--- TASK DESCRIPTION ---
When a line below contains the string "played", show that line.

--- THE DATA ---

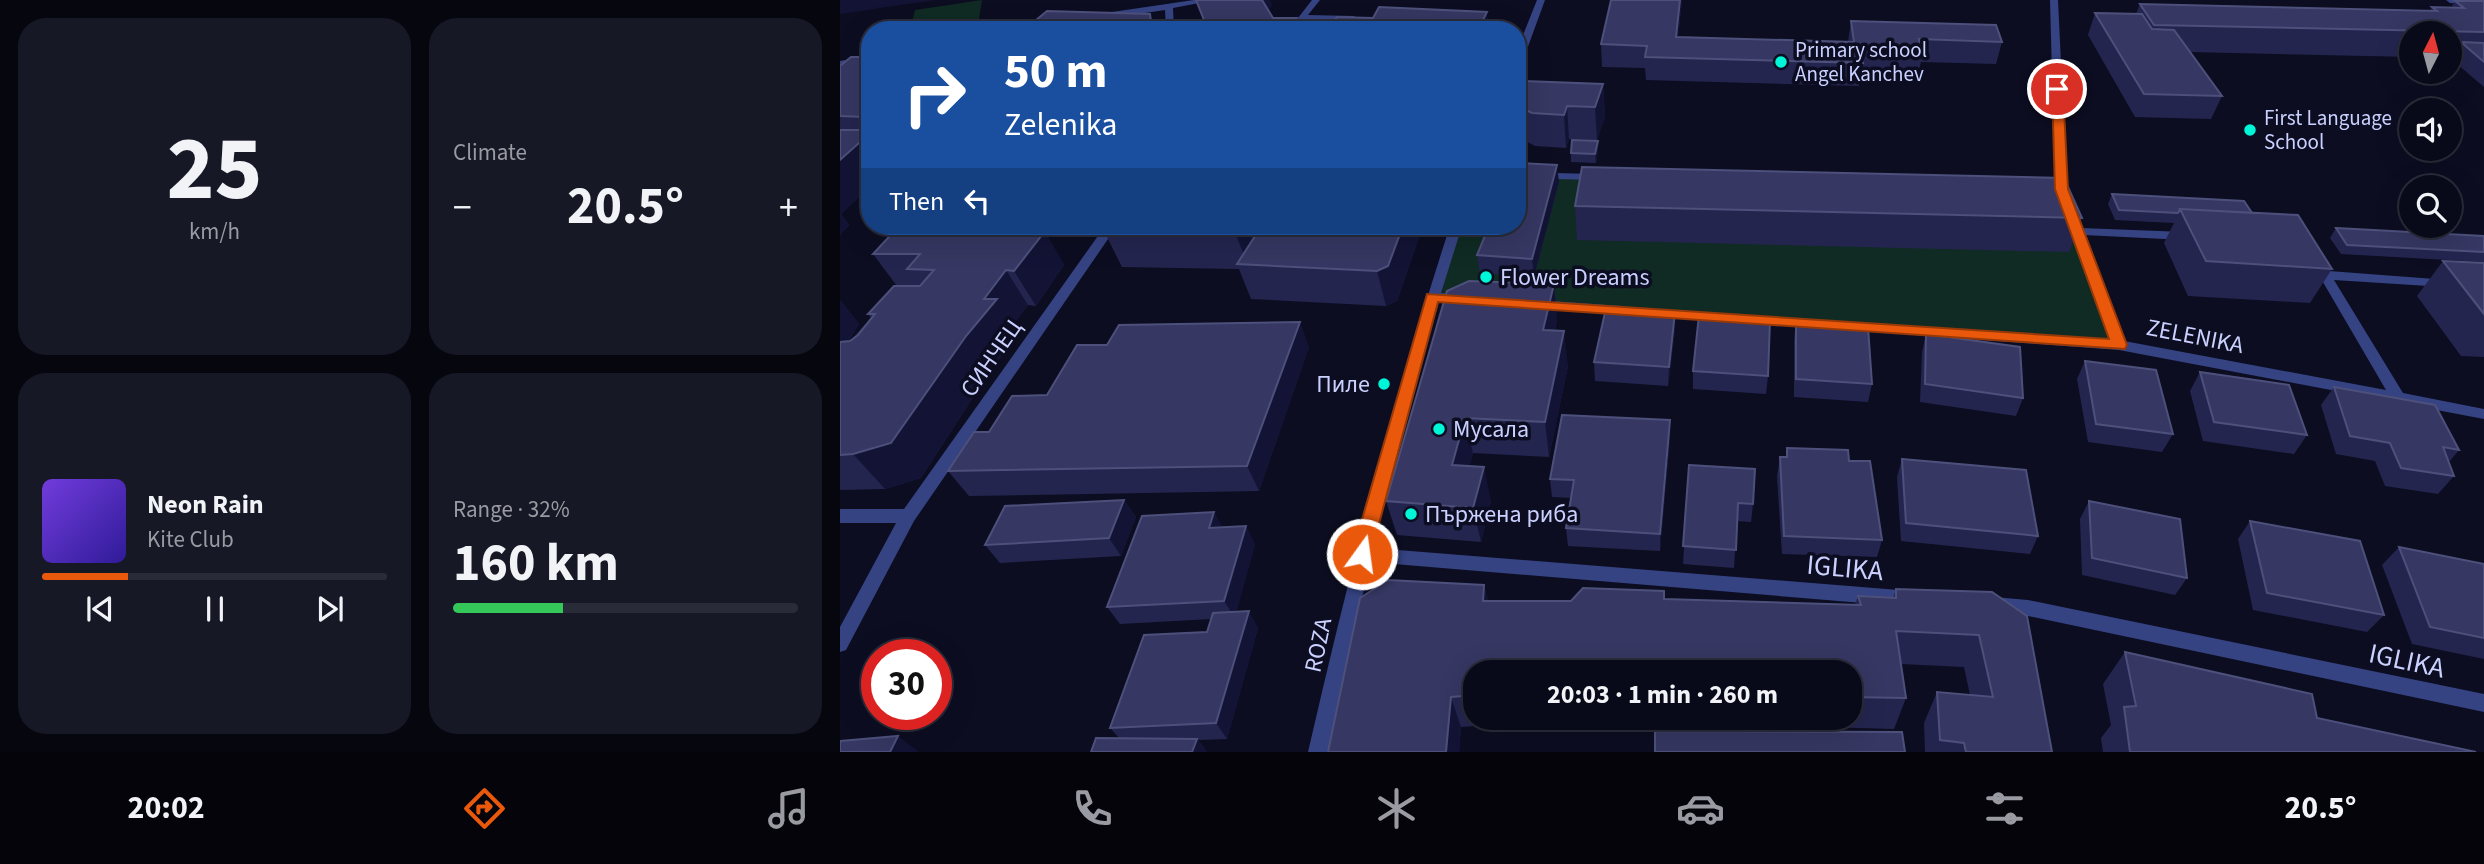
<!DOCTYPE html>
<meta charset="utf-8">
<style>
body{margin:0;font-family:"Source Sans 3",sans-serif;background:#171826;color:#f1f3f6;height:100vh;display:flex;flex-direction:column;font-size:26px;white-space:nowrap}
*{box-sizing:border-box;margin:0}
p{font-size:23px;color:#999aa2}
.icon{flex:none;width:38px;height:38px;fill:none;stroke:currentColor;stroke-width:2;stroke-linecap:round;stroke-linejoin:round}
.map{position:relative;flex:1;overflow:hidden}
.panel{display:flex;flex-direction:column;gap:18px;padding:18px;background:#05060e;width:840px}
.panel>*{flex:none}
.guide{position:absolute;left:21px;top:21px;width:665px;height:214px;border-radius:28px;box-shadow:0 7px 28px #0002,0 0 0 2px #292b38;background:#1a4fa0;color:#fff;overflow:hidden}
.needle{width:46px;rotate:6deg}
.tools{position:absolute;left:1559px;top:21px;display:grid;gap:14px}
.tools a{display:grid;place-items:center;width:63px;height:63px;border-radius:50%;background:#090a19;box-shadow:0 7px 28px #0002,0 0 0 2px #292b38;font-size:35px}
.speed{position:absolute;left:21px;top:639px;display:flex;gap:14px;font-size:35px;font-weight:700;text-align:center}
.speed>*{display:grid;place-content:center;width:91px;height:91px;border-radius:50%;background:#090a19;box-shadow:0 7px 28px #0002,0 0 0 2px #292b38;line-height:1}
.speed .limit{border:10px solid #d22;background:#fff;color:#111}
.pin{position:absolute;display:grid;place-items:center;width:60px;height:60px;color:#fff;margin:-30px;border:4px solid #fff;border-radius:50%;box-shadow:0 2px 7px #0007}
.me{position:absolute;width:77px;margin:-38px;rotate:14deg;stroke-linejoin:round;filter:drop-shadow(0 0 5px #0008)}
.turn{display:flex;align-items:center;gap:24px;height:147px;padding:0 28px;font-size:32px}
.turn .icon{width:91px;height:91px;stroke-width:2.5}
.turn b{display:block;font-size:49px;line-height:60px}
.then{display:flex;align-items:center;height:66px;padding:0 28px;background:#0003;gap:14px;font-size:26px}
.big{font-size:52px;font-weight:700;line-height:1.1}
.panel .tile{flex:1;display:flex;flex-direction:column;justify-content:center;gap:10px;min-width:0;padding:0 24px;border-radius:28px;background:#171826}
.panel .dial{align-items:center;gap:0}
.dial b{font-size:91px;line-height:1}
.song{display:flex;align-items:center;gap:21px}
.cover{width:84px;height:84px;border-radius:10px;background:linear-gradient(135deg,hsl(260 70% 55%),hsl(250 70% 35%))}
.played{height:7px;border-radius:4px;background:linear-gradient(90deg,#ea580c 25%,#292b38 25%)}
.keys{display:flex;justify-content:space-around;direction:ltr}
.heat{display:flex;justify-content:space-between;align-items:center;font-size:38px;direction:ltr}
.charge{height:10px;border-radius:5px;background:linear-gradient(90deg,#34c759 32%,#292b38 0)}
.panel .tiles{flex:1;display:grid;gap:18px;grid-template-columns:repeat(2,1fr)}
.trip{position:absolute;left:623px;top:660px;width:399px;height:70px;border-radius:28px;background:#090a19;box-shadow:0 7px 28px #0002,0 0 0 2px #292b38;font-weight:700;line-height:70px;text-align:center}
.dock{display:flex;height:112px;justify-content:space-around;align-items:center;background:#04040a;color:#999aa2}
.dock .icon{width:49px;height:49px}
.dock .on{color:#ea580c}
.dock b{font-size:32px;color:#f1f3f6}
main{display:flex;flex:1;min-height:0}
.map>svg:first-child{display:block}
.green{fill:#0f2b23}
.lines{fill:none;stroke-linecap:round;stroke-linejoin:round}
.service{fill:#354382;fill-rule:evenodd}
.minor{fill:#354382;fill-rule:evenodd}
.wall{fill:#24254f;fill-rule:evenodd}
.shaded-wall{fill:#131435}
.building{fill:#363762;stroke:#4d507b;stroke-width:2}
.route{fill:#ea580c;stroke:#983908;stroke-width:2}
.poi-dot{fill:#00f6d8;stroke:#0c0d21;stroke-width:2.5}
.labels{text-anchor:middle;stroke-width:7;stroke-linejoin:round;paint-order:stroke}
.far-poi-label{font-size:21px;fill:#cbd1ff;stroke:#0c0d21;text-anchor:start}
.poi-label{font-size:24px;fill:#cbd1ff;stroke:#0c0d21;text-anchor:start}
.street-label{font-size:24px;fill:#cbd1ff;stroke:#0c0d21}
.near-street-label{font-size:28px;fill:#cbd1ff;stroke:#0c0d21}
</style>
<main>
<section class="panel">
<div class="tiles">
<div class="tile dial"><b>25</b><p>km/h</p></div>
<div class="tile"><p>Climate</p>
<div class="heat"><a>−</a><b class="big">20.5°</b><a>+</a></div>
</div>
<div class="tile">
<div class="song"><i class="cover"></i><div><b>Neon Rain</b><p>Kite Club</p></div></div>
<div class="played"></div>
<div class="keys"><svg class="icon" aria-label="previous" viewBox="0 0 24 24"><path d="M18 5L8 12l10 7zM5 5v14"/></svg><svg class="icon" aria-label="pause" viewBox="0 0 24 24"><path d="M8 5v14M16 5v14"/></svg><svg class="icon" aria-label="next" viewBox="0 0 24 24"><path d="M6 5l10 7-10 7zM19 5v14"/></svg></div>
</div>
<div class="tile"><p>Range · 32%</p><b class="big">160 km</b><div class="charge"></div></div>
</div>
</section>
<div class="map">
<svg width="1644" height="752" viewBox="0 0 1644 752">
<rect width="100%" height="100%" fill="#0c0d21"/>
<!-- green -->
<path class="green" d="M142,0l-3,19 -69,11 5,-20z
M677,175l544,14 58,156 -687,-48 24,-71h61z"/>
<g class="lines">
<!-- service -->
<path class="service" d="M472,0h8l-12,15 46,1 4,3 -4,3 -55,-2 -1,-2z"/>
<!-- minor -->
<path class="minor" d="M354,0h21l-42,8 1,22h-8l-1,-20 -60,9 -4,-3 4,-3z
M697,0h8l-23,63 -5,3v-16z
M1210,0h8l9,189 3,7 -6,3 -4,-1 -5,-9z
M1606,0h38v6l-34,-3z
M30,56v6l-30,5v-6z
M677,172l79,2 6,3 -6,3 -79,-2z
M1234,221l4,2 3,5 104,4 6,4 -6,4 -101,-5 40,106 262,49 -66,-113 -10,-13 6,-4 4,1 9,10 119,9 2,3 -2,3 -4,1 -110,-7 69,113 81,16v10l-365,-69 -271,-20 -7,-4 7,-4 262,18 -42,-115z
M265,226h12l-203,295 -68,129 -6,2v-25l56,-104h-56v-14h64z
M610,226h12l-21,67 21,2 6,4 -6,4 -23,-1 -34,120 -32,126 538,43 6,3 3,5 -3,5 -6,3 -541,-45 -42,190h-20c41,-178 86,-354 142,-526z
M698,300l84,6 7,4 -7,4 -89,-7 -1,-3z
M816,309l60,4 7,4 -7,4 -65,-5 -2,-3 2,-3z
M911,315l63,5 7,4 -7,4 -68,-6 -2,-3 2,-3z
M1154,597l34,3 456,94v18l-456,-96 -40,-6 -3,-5 3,-5z"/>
</g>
<!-- wall -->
<path class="wall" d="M771,0h71l-4,37 170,5 3,-21 151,21 -6,22 -75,-2 -3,12 -57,-1 -2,13 -213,-6 -1,-12 -43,-1 -1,-23z
M1615,1h29v86l-34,-29v-25h-38v24l-222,-5 32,44 -11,23 -76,-2 -47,-82 7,-22 41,1 4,-10 290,7 2,-4 19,1z
M30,57v130l-29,27 8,11 -9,10v-169z
M763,84l2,33 -8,23 -28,-1 -3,9 -31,-2 -15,-8 -3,-35z
M758,141v9l-2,13 -25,-1v-9z
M719,182l-25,95 -54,-4 -3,-18z
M1272,194l140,19 80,56 -22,34 -122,-7 -24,-53 10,-20 -59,-3 -7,-16z
M735,206l507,12 -13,34 -492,-12z
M119,226h141l-5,8h-49l18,31 -28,41 -8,-1 -15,20 6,8 -29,38 -69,107 -36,11 -45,1v-190l19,24 -11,18 2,-1 21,-23 -3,-4 29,-28 -24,-32 90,-21z
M270,226h175l2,7 -3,1 26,1 113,-9 -26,75 -11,5 -135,-7 -12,-30 -117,-2 -17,-34z
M1496,228l148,8v26l-143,-8 -11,-16z
M1603,261l41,2v94l-23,-1 -44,-60z
M835,312v18l-7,56 -73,-5 -1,-19z
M717,319l-2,11 13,36 -19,91 -76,-4 -4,13 22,35 -10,41 -84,-7 -11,-34z
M956,322l76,62 -4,18 -74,-5v-57z
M1086,334l97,64 -7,18 -96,-14 2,-50z
M267,345l202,2 -50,144 -290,5 -21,-25 41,-39 58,-37z
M1245,361l88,73 -11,18 -74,-10 -11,-63z
M853,371l75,5 -2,18 -73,-5z
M1360,372l107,63 -13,19 -91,-13 -13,-50z
M1494,387l125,63 -10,12 5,14 -16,18 -53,-8 -10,-25 -39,-7 -15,-49z
M830,420v18l-10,113 -92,-5 -2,-18 5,-30 -19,-1 -2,-18z
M947,448l62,13 33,79 -5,17 -95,-3 -5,-78 3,-19h6z
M1062,459l136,77 -8,18 -129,-13 -4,-64z
M849,465l64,39 -2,18 -14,-1 -3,47 -51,-4z
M284,500l12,17 -15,39 -121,7 -15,-18z
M1249,501l98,77 -12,17 -93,-20 -2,-56z
M1410,521l134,94 -17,17 -114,-22 -15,-71z
M383,528l32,16 -19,68 22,16 -31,111 -29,1 9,12h-116l29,-13 -10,-11 97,-96 4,-13 -91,5 -13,-17z
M1559,547l85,17v95l-72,-15 -30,-79z
M644,585l4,16h83l93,-2 191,6 3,-9 35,2 3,-9 96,3 60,160h-127l-1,-29 13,-31 33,3 -6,-28 -63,-3 5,34 -12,31 -328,-9 -105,7 -2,25h-131zM635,672h375v46h-375z
M1285,652l192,66 159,34h-373l-2,-14 10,-13 -8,-41z"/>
<!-- shaded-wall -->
<path class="shaded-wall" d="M0,0h95l-95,14z
M418,0h12l2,6 -9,11z
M840,0h2l-6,59v-22z
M647,12l2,18h-11z
M310,14l6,16h-4z
M763,84l2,33 -8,23 -2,-33z
M727,106l2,33 -3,9 -2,-33z
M30,113v12l-6,-8z
M30,133v54l-29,27 8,11 -9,10v-75z
M758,141v9l-2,13 -1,-9z
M717,165l2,17 -25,95 -2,-18z
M100,226h14l16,25 -37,-18z
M250,226h10l-5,8z
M402,226h43l2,7 -21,10 -18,22 -12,-30z
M563,226h20l-26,75 -11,5 -9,-35z
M205,231l19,34 -28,41 -22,-35z
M166,270l22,35 -15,20 6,8 -29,38 -69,107 -36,11 -32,-35 113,-118 18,-37z
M714,284l3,35 -10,46 -4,-35z
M0,300l19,24 -19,30z
M835,312v18l-7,56 1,-19z
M460,322l9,25 -50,144 -12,-25z
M724,331l4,35 -19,91 -4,-35z
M625,418l8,35 -13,46 -8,-34z
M830,420v18l-10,113v-17z
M644,467l7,34 -10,41 -8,-34z
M284,500l12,17 -15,39 -12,-18z
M374,512l10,18 -15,-2z
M406,526l9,18 -20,74 -11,-17z
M644,585l8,33 -9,-17z
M409,611l9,17 -31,111 -11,-16z
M611,697l10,30 -2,25h-13z
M58,736l21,16h-29z
M357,739l10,13h-15z"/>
<!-- building -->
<path class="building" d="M356,0h66l11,18h24l-4,7 38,1 6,-9 36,1 6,-11 108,5 -9,18h-270z
M771,0h69l-4,37 178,5 -3,-21 145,4 6,17 -83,-3 4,13 -63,-2 3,13 -218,-6 2,-11 -46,-2z
M1615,1h29v31l-330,-7 -14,-21 297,7 -5,-4 32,1z
M207,11l103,3 2,15 -128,1z
M1255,13l47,1 10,15 22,1 48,66 -78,-2z
M1621,42l23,1v19z
M11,57h19v56l-6,4 -24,-1v-50z
M683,81l80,3 -8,23 -28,-1 -3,9 -32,-2 -15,-7z
M0,130h30v3l-30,27z
M732,140l26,1 -3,13 -24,-1z
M677,163l40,2 -25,94 -55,-4 12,-29h28z
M742,167l482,11 18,40 -507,-12z
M1272,194l132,7 8,12 -72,-4 -2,4 -59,-3z
M1340,209l118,6 34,54 -126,-8z
M59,226h41l-7,7 6,1 106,-3 -31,40 -8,-1 -22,29h13l-31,37 -75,107 -38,11 -13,1v-113l10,-1 8,-6 17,-21h-7l26,-28h26l14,-16 -27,-1 13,-15h-47z
M270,226h132l-6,9 -131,-2z
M475,226h88l-15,40 -11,5 -140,-7 20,-31 53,2z
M1496,228l148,8v16l-137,-7z
M1603,261l41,2v51z
M629,281l85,3 -11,46 21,1 -19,91 -80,-4 -13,47 32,2 -11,41 -87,-7 61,-210z
M766,308l69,4 -6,55 -75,-5z
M859,315l71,5 -2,56 -75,-5z
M460,322l-53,144 -299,5 26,-39h15l23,-36 35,-1 30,-50h30l12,-20z
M956,322l72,5 4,57 -76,-5z
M1086,334l94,13 3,51 -98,-14z
M1245,361l71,9 17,64 -77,-10z
M1360,372l89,13 18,50 -93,-13z
M1494,387l101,18 24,45 -16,-3 11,29 -53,-8 -11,-25 -40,-7z
M722,415l108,5 -10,114 -94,-6 8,-48 -24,-1z
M947,448l61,2 1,11h21l12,79 -98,-4 -4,-79h7z
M1062,459l124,11 12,66 -132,-13z
M849,465l66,4 -2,35 -15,-1 -2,47 -53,-4z
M284,500l-15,38 -124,7 20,-39z
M1249,501l91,18 7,59 -95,-20z
M374,512l-5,16 37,-2 -22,75 -117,6 35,-91z
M1410,521l110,20 24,74 -117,-22z
M1559,547l85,17v74l-54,-11z
M548,580l96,5 -1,16h88l12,-13 81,3v8l197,6 -3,-9 38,2v-9l96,3 35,24 25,136h-86l-2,-9 -24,-3 -3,-48 56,5 -14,-62 -83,-4 10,67 -56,-1v-25h-375v23l-24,2 -5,55h-118l32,-154z
M409,611l-33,112 -106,5 34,-93 63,-3 6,-19z
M1285,652l187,42 5,24 159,34h-346l-6,-45 12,-1z
M815,731l247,1 3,20h-250z
M58,736l-8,16h-50v-11z
M256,738l101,1 -5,13h-101z"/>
<!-- route -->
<path class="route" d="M1217,86l6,3 5,100 59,156 -2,4 -687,-47 -67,252 -3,6 -6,2 -7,-2 -3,-6 75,-260 682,45 -54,-150 -3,-100z"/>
<!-- markers -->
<g class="poi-dot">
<circle cx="941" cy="62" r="7"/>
<circle cx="1410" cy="130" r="7"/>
<circle cx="646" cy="277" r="7"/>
<circle cx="544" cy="384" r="7"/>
<circle cx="599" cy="429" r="7"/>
<circle cx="571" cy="514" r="7"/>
</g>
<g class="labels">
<!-- far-poi labels -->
<g class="far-poi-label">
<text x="955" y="57">Primary school<tspan x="955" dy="24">Angel Kanchev</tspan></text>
<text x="1424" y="125">First Language<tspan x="1424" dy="24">School</tspan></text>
</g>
<!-- poi labels -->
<g class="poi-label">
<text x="660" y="285">Flower Dreams</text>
<text x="530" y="392" text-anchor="end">Пиле</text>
<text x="613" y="437">Мусала</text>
<text x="585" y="522">Пържена риба</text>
</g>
<!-- street labels -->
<g class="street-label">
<text transform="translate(1355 336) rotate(11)" y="8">ZELENIKA</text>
<text transform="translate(151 358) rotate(-55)" y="8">СИНЧЕЦ</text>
<text transform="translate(478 645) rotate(-78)" y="8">ROZA</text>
</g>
<!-- near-street labels -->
<g class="near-street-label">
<text transform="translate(1005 567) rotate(5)" y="10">IGLIKA</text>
<text transform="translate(1567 660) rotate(12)" y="10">IGLIKA</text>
</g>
</g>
</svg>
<div class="tools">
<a><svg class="needle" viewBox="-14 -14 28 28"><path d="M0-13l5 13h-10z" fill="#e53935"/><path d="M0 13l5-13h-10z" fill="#999aa2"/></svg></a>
<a><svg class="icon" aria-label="sound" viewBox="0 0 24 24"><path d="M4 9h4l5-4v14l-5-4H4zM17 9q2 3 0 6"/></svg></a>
<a><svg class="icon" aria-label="search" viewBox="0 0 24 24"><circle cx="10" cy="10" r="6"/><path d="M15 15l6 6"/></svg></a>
</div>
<div class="speed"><div class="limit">30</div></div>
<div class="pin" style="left:1217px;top:89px;background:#d93025"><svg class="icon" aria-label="arrive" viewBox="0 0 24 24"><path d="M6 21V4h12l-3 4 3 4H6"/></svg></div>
<svg class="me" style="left:522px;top:554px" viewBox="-20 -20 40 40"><circle r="17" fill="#ea580c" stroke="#fff" stroke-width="3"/><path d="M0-11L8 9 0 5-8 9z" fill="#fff"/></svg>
<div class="trip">20:03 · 1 min · 260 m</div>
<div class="guide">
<div class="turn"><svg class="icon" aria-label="right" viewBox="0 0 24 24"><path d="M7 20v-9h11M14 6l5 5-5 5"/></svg><div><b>50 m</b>Zelenika</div></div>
<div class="then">Then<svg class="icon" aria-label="left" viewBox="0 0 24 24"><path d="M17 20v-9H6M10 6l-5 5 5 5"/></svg></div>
</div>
</div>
</main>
<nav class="dock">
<b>20:02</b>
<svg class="icon on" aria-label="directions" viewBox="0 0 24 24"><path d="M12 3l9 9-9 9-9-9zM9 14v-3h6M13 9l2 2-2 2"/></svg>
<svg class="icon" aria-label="music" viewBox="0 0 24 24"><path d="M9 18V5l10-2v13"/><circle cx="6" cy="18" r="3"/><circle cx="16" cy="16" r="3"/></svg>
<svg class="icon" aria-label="phone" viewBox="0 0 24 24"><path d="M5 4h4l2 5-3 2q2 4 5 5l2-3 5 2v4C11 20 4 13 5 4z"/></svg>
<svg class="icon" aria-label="climate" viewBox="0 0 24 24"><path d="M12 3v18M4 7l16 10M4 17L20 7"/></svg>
<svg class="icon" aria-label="car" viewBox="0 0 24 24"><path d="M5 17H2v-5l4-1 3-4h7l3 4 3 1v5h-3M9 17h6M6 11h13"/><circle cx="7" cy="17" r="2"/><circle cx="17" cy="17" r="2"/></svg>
<svg class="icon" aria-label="filters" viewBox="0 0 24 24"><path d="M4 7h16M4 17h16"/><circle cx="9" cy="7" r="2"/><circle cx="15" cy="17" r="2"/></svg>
<b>20.5°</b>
</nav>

--- WRITTEN ANSWER ---
.played{height:7px;border-radius:4px;background:linear-gradient(90deg,#ea580c 25%,#292b38 25%)}
<div class="played"></div>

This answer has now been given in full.